Stored data:
====================

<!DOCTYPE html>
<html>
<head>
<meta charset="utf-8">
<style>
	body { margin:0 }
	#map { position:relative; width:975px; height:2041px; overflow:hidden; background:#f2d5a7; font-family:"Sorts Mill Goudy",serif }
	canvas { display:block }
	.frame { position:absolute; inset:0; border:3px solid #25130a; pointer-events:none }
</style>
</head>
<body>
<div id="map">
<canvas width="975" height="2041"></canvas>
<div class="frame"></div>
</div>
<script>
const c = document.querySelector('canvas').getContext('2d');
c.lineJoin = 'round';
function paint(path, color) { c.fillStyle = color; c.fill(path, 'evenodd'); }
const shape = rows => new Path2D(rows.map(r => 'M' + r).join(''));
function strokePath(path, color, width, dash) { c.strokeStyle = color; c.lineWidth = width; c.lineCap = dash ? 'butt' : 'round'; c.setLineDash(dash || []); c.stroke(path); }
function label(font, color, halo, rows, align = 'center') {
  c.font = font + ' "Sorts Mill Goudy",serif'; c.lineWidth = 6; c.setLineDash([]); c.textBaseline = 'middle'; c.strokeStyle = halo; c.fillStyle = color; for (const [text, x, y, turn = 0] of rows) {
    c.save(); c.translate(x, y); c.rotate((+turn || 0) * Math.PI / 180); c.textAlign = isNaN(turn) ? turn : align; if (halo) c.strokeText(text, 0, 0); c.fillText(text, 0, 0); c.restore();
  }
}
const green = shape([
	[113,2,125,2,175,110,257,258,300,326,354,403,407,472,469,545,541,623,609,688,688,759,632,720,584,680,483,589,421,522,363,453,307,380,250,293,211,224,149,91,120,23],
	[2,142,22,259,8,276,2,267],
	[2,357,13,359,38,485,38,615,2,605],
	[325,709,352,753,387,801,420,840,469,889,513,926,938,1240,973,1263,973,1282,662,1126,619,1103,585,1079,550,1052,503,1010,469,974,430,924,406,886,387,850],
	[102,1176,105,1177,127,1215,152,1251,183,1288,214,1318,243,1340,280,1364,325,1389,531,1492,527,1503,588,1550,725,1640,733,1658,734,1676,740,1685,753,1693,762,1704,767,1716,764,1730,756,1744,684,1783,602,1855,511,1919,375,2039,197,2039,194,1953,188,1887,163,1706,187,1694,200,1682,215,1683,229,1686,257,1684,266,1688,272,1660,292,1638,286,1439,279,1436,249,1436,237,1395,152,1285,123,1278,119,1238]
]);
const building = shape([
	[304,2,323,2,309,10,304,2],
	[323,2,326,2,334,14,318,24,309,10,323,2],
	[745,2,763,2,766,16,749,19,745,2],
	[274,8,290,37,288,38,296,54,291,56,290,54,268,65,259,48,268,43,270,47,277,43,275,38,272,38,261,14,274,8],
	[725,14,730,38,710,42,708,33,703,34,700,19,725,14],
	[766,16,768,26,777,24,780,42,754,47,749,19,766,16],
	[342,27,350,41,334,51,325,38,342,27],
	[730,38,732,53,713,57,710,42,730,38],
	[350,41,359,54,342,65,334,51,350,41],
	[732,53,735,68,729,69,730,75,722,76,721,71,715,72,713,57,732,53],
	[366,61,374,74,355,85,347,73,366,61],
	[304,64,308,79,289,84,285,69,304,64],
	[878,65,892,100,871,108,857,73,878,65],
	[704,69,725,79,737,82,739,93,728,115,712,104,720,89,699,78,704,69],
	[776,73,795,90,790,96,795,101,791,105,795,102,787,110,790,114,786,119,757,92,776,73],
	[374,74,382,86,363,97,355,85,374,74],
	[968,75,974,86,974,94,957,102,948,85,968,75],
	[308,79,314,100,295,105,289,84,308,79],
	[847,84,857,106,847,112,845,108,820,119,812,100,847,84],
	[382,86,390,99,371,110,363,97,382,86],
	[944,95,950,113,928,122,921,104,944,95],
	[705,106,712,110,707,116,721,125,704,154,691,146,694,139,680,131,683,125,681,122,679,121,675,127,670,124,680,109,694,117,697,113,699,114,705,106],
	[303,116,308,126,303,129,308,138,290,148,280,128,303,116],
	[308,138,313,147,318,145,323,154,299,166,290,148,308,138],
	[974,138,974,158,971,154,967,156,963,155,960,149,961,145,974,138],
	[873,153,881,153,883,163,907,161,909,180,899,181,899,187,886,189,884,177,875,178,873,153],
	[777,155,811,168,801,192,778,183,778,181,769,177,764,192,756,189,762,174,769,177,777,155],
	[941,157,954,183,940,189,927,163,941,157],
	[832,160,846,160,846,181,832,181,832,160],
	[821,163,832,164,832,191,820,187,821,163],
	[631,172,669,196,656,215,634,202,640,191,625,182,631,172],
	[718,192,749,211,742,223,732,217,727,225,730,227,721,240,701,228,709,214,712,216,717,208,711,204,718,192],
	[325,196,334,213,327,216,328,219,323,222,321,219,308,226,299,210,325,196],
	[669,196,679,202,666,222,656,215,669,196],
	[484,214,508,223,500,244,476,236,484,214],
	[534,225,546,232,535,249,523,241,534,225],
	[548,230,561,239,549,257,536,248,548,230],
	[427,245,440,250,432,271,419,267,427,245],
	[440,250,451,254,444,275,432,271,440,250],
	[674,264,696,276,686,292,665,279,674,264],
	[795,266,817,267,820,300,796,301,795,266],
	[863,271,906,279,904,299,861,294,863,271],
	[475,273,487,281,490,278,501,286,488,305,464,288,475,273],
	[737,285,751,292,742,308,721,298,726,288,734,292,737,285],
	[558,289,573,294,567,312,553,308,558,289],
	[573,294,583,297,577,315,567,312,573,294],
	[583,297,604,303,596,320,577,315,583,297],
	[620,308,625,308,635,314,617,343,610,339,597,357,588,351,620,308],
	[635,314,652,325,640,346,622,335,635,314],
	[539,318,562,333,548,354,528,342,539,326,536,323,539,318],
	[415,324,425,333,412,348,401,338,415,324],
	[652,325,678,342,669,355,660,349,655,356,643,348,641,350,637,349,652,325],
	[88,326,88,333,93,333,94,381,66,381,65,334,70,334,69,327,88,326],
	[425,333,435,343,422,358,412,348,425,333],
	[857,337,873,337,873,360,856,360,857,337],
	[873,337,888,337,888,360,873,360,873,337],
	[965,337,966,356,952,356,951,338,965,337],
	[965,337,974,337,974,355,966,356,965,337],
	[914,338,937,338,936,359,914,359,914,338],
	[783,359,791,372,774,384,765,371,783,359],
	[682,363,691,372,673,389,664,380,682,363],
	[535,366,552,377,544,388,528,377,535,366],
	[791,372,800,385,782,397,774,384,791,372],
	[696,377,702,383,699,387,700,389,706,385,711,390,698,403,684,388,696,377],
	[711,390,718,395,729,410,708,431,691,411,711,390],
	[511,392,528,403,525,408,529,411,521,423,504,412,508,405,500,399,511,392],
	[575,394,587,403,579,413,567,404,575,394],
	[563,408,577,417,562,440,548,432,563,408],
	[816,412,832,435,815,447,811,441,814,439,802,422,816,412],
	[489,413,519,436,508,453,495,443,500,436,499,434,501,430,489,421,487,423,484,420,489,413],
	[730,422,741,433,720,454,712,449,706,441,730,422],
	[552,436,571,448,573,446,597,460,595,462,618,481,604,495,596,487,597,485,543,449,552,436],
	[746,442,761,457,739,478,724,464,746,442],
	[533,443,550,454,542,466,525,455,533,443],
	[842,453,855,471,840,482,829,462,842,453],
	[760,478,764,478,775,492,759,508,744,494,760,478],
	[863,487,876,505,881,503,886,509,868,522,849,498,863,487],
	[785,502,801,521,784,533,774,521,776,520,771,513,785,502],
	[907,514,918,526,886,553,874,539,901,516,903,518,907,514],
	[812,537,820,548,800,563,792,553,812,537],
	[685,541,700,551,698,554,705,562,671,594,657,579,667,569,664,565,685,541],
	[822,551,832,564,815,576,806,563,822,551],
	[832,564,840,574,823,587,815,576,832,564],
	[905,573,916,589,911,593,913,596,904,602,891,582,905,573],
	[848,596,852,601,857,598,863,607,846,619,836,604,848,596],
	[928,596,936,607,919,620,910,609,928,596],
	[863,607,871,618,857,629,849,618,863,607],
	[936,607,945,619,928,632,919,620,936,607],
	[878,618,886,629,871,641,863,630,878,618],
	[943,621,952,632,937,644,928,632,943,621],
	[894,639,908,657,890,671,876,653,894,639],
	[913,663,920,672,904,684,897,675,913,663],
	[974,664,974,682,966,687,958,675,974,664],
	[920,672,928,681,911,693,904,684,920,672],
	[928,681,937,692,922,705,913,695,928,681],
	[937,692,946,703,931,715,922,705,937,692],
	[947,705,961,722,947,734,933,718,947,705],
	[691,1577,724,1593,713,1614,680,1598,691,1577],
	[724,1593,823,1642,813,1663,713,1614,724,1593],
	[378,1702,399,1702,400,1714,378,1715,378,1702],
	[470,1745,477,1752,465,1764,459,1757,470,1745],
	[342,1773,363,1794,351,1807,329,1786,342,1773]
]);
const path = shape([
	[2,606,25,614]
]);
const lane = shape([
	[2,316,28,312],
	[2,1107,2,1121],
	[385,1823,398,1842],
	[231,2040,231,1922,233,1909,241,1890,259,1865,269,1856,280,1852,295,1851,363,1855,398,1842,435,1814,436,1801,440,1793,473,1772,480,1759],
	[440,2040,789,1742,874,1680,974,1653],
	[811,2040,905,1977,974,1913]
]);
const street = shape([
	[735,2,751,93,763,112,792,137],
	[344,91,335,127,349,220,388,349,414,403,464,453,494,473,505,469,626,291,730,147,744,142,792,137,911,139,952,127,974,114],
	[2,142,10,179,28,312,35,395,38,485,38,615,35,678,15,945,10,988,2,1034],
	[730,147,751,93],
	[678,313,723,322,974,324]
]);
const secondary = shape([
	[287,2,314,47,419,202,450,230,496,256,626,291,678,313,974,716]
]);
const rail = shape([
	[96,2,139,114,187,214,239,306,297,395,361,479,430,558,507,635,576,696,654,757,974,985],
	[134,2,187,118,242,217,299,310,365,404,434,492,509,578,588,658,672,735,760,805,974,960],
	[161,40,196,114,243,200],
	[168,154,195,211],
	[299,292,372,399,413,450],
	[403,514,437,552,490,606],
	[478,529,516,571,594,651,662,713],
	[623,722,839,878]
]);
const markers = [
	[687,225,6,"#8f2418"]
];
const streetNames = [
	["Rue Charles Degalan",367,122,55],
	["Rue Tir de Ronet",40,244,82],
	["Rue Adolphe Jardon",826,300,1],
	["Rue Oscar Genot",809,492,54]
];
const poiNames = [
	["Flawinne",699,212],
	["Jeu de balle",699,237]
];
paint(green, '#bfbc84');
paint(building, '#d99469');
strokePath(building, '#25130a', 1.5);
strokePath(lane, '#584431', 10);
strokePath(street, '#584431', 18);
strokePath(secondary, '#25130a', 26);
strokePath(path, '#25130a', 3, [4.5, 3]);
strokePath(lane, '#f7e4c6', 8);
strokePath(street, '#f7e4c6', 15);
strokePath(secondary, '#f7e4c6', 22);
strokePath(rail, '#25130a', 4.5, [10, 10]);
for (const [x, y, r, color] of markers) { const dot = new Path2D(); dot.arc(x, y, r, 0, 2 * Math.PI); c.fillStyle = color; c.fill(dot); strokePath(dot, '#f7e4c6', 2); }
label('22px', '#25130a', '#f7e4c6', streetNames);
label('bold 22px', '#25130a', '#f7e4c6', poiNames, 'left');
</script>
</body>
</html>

====================

TASK DESCRIPTION:
Lines from the entries that contain the word "setLineDash" are what the answer must hold.

REPLY:
function strokePath(path, color, width, dash) { c.strokeStyle = color; c.lineWidth = width; c.lineCap = dash ? 'butt' : 'round'; c.setLineDash(dash || []); c.stroke(path); }
  c.font = font + ' "Sorts Mill Goudy",serif'; c.lineWidth = 6; c.setLineDash([]); c.textBaseline = 'middle'; c.strokeStyle = halo; c.fillStyle = color; for (const [text, x, y, turn = 0] of rows) {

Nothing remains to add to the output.